145050 - Adjustable Pedals in Automotive Design: A Digital Human Modeling-Based Clearance, Clash, and Reach Design Study 

Adjustable features commonly found in modern automobiles, such as steering wheels, mirrors, and seats, help ensure a good driver-vehicle fit, positively impacting comfort and safety. Despite the critical importance of the driver’s ability to reach the pedals adequately, only a limited number of vehicles offer manual or power pedal adjustability. This paper aims to present a computational approach via digital human models (DHM) to explore improvements in automotive occupant packaging with the inclusion of adjustable pedals.
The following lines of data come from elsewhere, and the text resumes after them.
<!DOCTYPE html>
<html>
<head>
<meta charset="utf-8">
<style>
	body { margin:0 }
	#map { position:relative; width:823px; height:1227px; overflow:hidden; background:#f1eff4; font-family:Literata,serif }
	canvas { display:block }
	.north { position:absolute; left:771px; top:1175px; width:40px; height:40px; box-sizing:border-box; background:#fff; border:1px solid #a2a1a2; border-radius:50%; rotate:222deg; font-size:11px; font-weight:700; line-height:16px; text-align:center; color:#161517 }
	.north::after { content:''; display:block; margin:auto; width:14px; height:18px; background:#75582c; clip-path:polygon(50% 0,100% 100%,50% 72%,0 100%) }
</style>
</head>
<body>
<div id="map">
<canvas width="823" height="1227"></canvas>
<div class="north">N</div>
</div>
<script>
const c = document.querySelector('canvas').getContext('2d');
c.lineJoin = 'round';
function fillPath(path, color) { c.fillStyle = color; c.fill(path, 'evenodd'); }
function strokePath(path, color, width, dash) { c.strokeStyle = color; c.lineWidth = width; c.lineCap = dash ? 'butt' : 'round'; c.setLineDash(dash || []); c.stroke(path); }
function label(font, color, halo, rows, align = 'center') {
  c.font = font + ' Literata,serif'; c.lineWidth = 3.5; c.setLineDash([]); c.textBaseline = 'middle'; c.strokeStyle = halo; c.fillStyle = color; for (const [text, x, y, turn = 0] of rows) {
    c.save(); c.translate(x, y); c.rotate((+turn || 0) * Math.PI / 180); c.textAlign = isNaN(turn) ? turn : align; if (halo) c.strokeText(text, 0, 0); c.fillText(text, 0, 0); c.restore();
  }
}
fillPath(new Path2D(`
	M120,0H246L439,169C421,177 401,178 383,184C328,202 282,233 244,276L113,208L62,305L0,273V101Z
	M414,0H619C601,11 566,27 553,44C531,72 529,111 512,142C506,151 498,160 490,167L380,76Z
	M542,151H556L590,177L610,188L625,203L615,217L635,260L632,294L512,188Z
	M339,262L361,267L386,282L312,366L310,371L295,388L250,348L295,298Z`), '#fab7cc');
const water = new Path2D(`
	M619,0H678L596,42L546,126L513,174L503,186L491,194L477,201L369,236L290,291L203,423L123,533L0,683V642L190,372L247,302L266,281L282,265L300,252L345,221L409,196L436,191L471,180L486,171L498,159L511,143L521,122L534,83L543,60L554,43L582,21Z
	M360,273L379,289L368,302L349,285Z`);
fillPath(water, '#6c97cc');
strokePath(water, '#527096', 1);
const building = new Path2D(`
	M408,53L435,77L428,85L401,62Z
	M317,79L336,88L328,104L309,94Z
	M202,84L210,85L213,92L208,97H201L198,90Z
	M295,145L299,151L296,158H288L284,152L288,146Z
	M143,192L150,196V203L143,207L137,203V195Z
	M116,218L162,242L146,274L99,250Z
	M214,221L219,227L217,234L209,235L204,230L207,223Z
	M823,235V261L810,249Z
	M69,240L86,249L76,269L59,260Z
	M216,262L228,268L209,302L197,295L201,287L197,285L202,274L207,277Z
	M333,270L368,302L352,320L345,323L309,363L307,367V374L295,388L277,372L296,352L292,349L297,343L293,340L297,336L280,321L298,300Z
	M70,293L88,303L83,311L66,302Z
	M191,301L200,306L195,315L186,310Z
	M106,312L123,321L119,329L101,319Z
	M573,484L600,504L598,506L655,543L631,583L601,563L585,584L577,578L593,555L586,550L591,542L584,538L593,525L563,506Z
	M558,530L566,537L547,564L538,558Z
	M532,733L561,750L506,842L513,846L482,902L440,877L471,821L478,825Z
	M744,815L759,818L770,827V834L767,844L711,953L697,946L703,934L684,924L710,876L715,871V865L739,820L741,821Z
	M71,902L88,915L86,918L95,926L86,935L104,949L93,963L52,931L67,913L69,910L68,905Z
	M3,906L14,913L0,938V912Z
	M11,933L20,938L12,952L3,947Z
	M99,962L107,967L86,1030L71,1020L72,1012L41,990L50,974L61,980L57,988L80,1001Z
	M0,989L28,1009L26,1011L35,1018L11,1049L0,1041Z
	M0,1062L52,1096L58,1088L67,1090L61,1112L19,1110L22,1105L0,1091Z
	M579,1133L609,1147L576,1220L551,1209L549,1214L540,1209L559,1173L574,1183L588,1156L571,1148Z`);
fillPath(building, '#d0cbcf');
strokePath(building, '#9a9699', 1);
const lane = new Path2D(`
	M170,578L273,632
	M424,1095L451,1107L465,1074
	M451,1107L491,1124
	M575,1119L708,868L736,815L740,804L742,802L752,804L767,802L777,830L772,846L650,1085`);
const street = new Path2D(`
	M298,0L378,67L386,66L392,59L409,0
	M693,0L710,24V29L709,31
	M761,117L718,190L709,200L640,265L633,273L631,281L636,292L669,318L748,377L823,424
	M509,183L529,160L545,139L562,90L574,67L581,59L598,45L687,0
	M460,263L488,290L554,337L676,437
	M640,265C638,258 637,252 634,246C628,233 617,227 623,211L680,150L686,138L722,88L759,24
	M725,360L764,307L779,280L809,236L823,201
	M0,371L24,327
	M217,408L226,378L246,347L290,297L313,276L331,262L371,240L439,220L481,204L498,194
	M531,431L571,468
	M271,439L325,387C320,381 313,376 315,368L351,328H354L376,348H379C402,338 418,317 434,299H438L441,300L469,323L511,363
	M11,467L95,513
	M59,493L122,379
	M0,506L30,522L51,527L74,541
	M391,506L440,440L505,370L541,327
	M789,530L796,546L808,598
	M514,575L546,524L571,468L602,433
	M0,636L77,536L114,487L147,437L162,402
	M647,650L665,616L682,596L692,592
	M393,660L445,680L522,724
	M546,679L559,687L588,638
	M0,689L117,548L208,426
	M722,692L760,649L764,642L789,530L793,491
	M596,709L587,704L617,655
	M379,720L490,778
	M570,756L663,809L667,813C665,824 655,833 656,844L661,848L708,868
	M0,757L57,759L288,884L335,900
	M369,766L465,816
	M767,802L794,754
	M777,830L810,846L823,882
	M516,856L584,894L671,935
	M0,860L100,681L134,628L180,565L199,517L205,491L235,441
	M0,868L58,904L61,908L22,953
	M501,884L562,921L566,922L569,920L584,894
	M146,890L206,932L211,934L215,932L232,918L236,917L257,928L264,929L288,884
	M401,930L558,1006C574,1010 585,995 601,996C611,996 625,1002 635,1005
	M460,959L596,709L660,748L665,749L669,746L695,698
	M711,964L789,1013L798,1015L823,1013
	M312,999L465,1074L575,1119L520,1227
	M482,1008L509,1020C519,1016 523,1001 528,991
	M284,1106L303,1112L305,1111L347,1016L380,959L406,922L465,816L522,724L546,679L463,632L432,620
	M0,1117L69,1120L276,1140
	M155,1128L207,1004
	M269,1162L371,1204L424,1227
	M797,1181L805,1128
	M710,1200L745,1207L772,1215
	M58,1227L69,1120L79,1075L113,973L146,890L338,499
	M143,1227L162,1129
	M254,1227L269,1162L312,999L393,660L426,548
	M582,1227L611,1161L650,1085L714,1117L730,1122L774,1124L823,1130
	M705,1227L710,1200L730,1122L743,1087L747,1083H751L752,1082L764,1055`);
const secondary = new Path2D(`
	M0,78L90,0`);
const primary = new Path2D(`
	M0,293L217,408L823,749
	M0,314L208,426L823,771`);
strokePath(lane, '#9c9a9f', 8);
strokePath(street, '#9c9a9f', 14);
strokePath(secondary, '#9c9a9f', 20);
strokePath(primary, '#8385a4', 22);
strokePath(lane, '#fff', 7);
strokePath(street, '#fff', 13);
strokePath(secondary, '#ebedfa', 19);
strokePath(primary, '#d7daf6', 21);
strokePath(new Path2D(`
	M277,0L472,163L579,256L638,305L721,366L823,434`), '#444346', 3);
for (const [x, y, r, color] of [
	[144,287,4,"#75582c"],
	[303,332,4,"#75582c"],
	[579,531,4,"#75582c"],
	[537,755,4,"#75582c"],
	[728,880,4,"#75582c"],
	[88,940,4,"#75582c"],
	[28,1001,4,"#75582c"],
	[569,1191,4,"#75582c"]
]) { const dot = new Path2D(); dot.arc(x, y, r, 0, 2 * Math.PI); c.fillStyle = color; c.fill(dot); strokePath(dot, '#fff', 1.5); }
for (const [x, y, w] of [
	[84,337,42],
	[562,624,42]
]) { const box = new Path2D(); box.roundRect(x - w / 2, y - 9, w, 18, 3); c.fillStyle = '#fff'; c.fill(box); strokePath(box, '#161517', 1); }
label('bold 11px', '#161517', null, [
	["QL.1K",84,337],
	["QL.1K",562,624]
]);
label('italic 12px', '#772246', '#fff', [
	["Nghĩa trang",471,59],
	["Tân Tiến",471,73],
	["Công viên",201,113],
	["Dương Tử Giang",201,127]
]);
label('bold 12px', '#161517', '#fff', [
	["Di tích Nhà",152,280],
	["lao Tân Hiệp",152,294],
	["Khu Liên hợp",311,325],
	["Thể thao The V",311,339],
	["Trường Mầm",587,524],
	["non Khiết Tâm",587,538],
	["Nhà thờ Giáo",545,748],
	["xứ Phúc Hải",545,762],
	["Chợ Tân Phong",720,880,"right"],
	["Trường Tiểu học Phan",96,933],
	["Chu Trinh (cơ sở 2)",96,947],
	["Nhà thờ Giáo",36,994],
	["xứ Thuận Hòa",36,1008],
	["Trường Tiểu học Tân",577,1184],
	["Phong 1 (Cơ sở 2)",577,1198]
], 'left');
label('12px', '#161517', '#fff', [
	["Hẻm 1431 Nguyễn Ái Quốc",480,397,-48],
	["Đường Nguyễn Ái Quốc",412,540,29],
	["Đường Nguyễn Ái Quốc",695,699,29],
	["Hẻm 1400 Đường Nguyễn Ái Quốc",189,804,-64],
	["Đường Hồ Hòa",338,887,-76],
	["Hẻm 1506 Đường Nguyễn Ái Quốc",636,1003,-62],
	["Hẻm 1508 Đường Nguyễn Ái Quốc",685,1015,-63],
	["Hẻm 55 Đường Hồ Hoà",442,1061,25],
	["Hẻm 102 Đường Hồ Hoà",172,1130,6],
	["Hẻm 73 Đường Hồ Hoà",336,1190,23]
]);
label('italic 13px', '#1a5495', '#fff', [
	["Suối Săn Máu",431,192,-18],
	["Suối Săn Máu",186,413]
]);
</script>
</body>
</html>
Concerns about the limited or lack of pedal adjustability in modern automobiles come in different forms, including (i) comfort and safety for shorter drivers, especially for pregnant women; (ii) driver fit and clash in compact and performance cars; (iii) leg room for rear-seat passengers.  According to the National Highway Traffic Safety Administration (NHTSA), drivers should maintain a minimum of 10 inches (25.4 cm) from the steering wheel. However, a previous study found that of the smallest 10% of female drivers, 35% of them positioned themselves closer than this recommended distance. Additionally, a study revealed that pregnant women often need to move their seats close to the steering wheel for sufficient pedal reach, resulting in inadequate clearance between their abdomens and the steering wheel. Injuries and fatalities from airbag deployment are also a concern when drivers need to position their seats all the way forward. Research on airbag-induced injuries to drivers discovered that shorter drivers are more likely to sustain injuries from airbags due to their proximity to the steering wheel. Further, a forward seating position has been found to increase the risk of lower limb injury to smaller drivers as their knees tend to become trapped under the instrument panel. It is important to note that certain types of vehicles, such as high-performance sports cars, do not feature seat adjustability, increasing the need for alternate design solutions. For example, the Mercedes-AMG One and Ferrari Daytona SP3 have fixed bucket seating and adjustable pedal systems to allow drivers with varying anthropometries to achieve their preferred positions for accessing the pedals.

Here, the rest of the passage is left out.